● **Aim of the exercise**:
Which lines of the entries below hold the word "Bagels"? Report each of them.

● **Provided entries**:

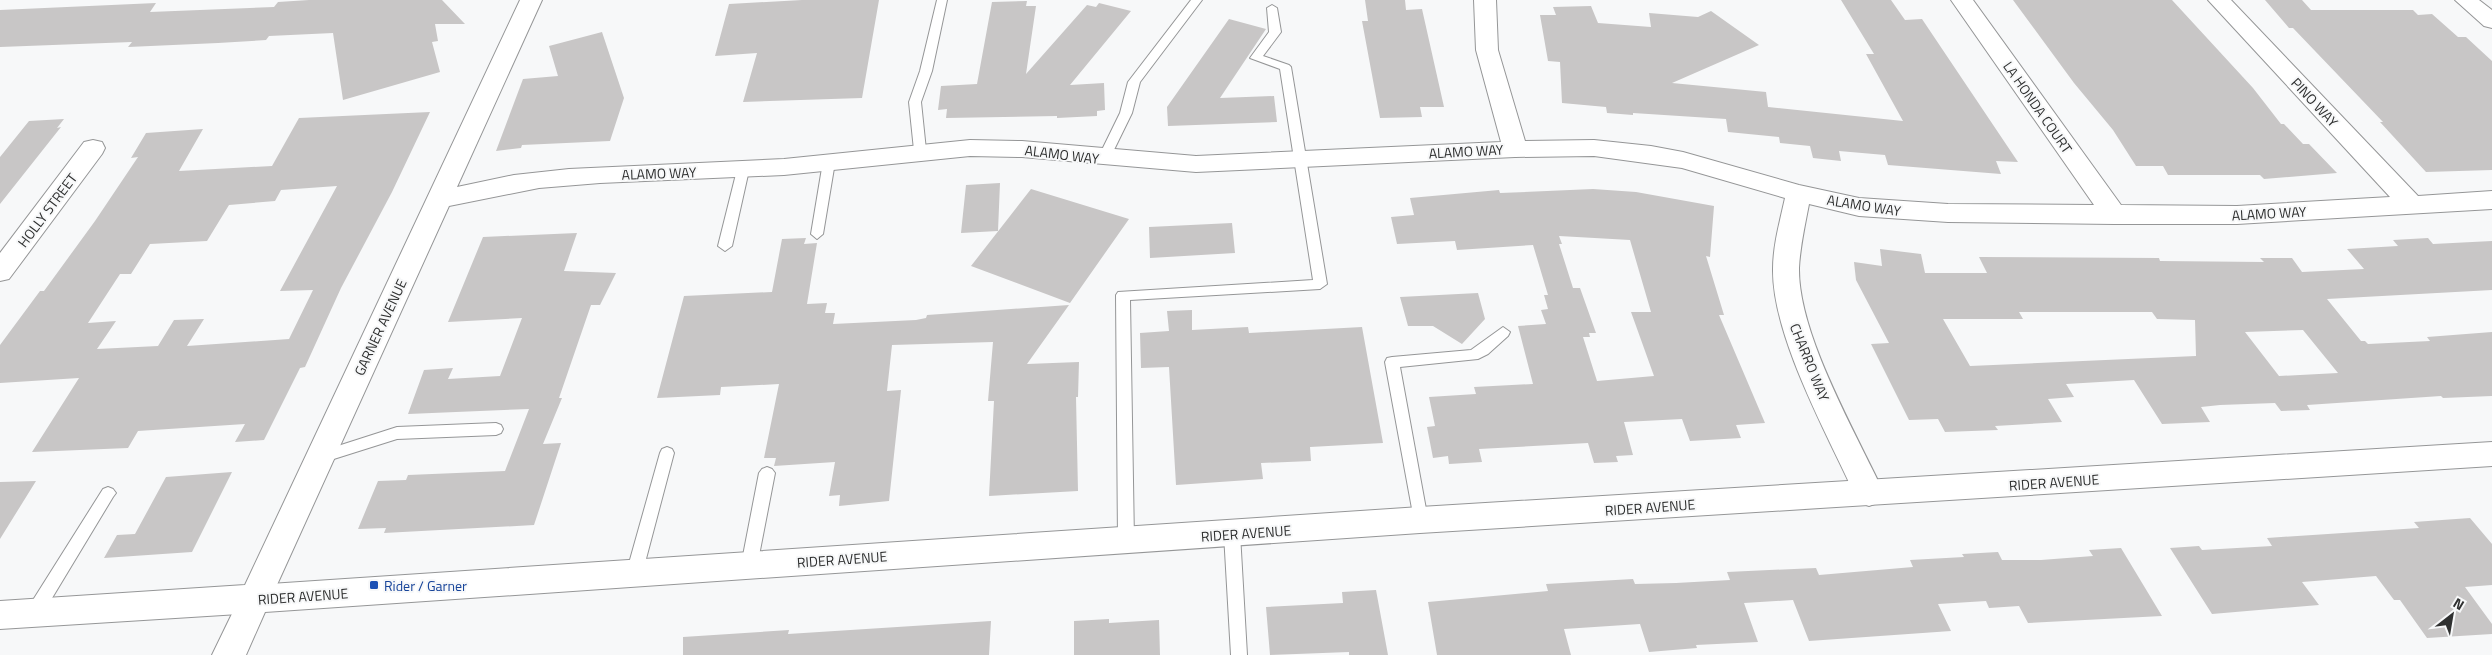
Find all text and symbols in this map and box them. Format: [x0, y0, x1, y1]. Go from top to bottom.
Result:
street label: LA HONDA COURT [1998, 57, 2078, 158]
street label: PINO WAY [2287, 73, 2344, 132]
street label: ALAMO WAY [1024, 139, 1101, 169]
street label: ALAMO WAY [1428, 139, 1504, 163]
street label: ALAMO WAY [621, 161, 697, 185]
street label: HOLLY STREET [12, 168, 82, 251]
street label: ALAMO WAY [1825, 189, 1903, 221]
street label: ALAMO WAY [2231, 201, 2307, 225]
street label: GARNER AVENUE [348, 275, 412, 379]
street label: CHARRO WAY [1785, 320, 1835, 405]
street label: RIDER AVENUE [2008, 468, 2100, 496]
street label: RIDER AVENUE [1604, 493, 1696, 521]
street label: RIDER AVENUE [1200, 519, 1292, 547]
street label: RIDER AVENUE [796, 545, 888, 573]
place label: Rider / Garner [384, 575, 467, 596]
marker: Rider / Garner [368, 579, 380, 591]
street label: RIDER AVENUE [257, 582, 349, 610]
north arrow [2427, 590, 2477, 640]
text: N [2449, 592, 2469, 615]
---
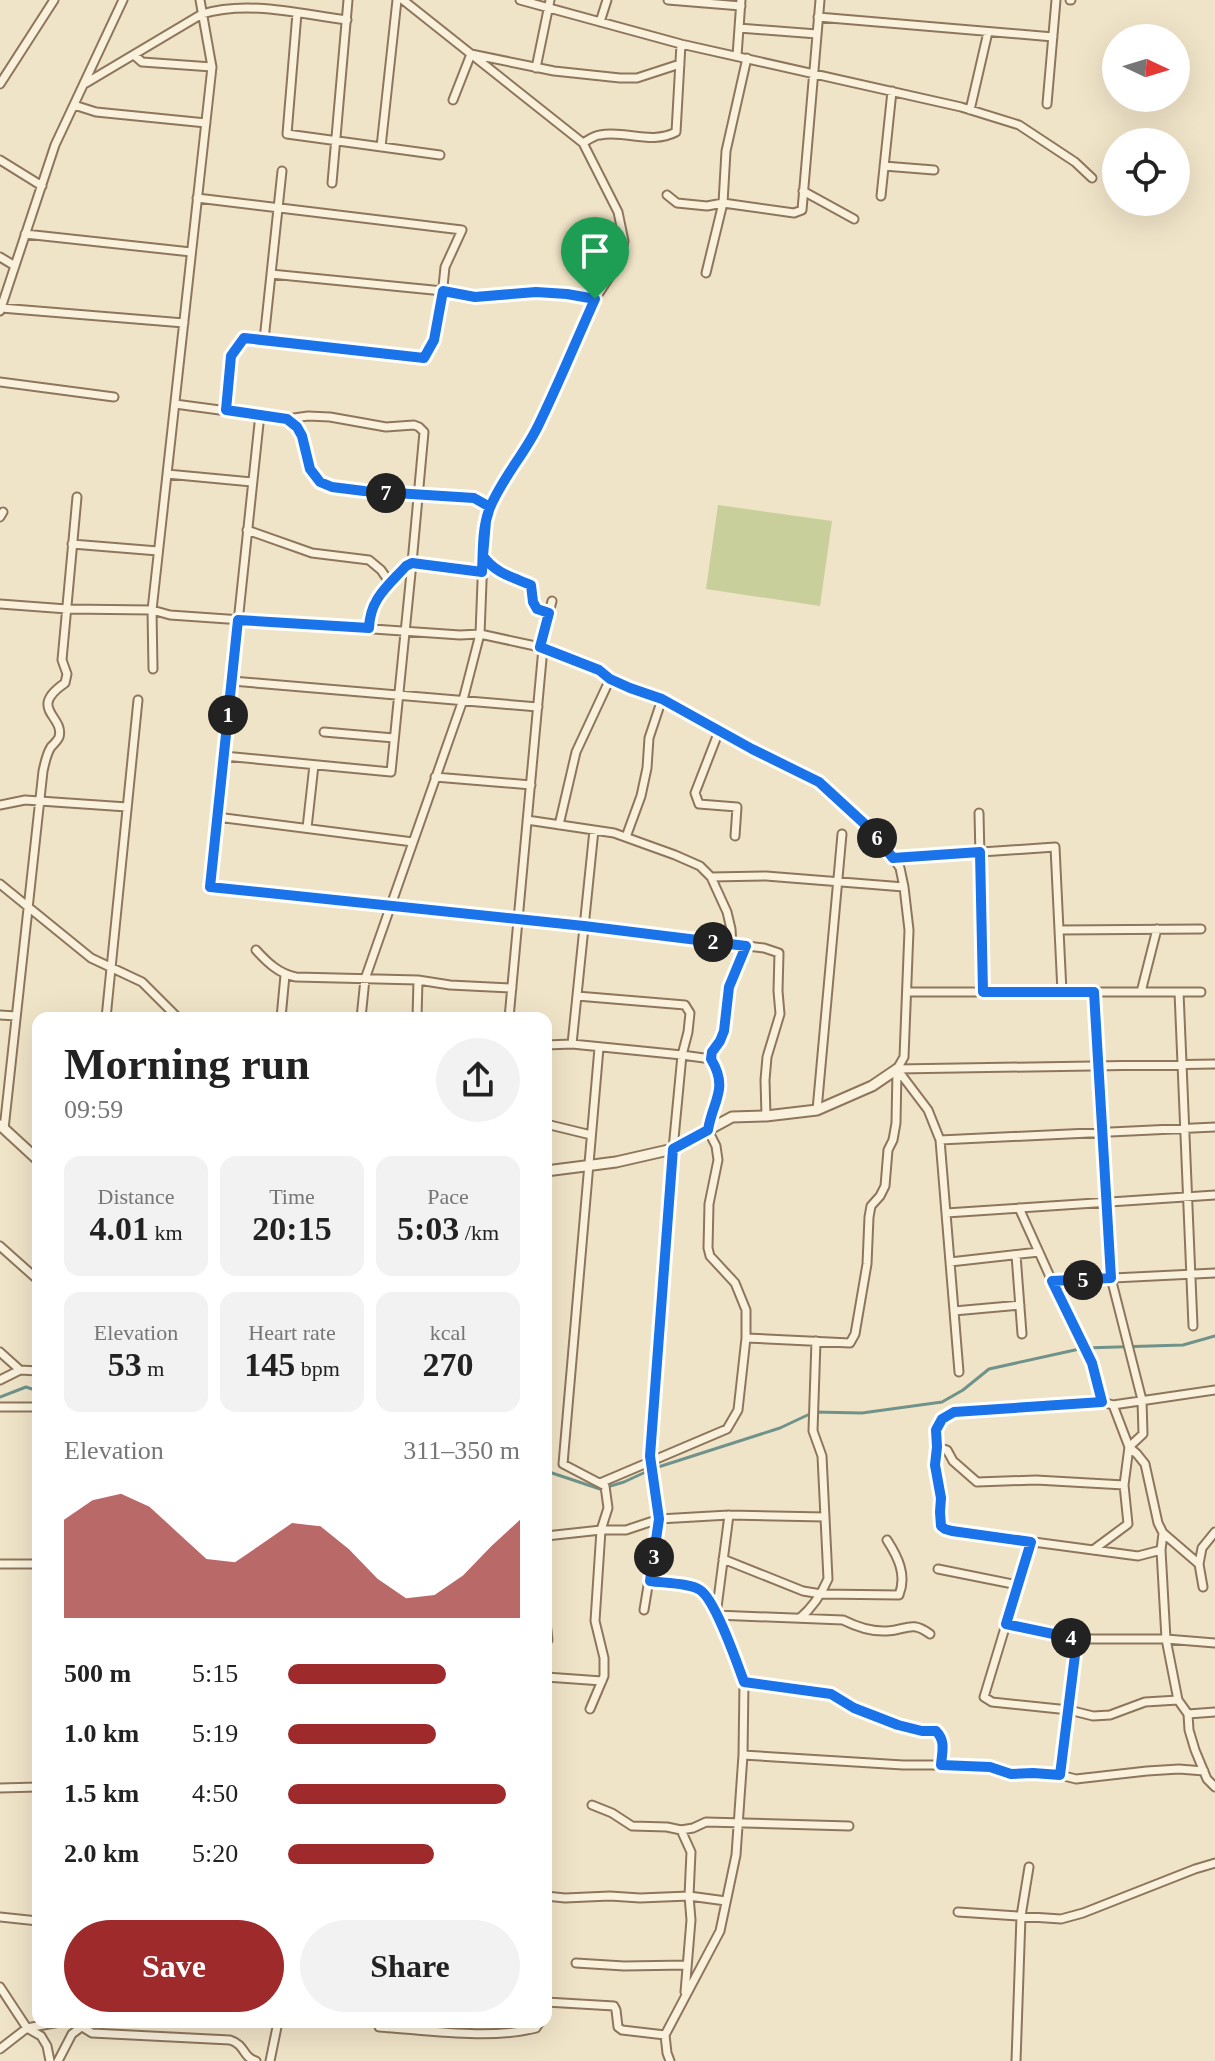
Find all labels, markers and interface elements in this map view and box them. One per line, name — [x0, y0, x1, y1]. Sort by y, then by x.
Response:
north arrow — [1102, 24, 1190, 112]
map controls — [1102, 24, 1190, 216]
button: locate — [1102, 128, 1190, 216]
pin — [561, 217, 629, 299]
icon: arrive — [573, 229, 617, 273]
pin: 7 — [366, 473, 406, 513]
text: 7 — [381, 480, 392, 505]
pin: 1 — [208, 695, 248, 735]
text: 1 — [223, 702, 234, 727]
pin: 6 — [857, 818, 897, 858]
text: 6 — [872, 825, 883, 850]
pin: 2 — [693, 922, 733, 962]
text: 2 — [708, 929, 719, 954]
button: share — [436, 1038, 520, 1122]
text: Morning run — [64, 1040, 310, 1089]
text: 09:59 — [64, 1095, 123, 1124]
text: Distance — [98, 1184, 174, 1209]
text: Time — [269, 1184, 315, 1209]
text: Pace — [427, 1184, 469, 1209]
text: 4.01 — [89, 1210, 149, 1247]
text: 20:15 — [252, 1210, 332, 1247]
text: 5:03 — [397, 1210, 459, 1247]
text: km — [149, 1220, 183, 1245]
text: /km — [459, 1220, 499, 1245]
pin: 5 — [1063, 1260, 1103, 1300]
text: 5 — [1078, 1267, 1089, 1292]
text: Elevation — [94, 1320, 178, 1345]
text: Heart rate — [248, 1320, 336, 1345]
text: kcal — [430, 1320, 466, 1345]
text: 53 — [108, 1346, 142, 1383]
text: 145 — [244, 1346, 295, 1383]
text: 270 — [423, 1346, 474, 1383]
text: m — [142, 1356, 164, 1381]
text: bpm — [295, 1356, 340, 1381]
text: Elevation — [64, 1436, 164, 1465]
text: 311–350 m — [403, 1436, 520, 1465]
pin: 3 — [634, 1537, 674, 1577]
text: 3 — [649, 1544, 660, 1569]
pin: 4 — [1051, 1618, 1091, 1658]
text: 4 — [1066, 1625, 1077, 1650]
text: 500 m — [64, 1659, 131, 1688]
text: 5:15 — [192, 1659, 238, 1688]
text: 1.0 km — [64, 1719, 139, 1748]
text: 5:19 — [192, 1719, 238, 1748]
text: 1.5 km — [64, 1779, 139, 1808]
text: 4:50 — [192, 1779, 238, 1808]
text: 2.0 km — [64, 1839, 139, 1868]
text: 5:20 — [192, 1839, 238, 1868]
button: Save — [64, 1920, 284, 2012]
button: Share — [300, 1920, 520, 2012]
--
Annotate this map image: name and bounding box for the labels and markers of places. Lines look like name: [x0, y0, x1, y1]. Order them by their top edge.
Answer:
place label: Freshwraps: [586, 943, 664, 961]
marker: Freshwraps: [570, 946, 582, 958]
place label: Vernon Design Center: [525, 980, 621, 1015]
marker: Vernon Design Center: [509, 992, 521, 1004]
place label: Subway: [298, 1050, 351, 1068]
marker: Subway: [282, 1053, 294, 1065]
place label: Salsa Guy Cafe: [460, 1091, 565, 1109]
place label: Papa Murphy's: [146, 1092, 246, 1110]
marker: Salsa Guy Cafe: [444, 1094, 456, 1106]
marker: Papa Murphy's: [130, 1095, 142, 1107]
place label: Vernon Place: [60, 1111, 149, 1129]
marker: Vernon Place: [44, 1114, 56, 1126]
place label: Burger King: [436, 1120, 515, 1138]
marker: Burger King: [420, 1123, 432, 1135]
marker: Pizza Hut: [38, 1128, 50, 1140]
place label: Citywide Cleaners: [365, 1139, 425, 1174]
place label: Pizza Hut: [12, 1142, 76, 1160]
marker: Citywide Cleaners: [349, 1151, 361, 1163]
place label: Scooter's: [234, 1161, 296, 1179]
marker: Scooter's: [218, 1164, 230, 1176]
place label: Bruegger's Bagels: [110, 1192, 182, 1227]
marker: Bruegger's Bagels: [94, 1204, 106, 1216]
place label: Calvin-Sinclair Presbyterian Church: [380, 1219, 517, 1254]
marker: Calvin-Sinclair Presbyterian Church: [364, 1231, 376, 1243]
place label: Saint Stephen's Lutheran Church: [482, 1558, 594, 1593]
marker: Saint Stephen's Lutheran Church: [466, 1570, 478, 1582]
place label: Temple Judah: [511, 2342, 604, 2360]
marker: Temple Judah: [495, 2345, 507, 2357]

● **Exercise solution**:
place label: Bruegger's Bagels: [110, 1192, 182, 1227]
marker: Bruegger's Bagels: [94, 1204, 106, 1216]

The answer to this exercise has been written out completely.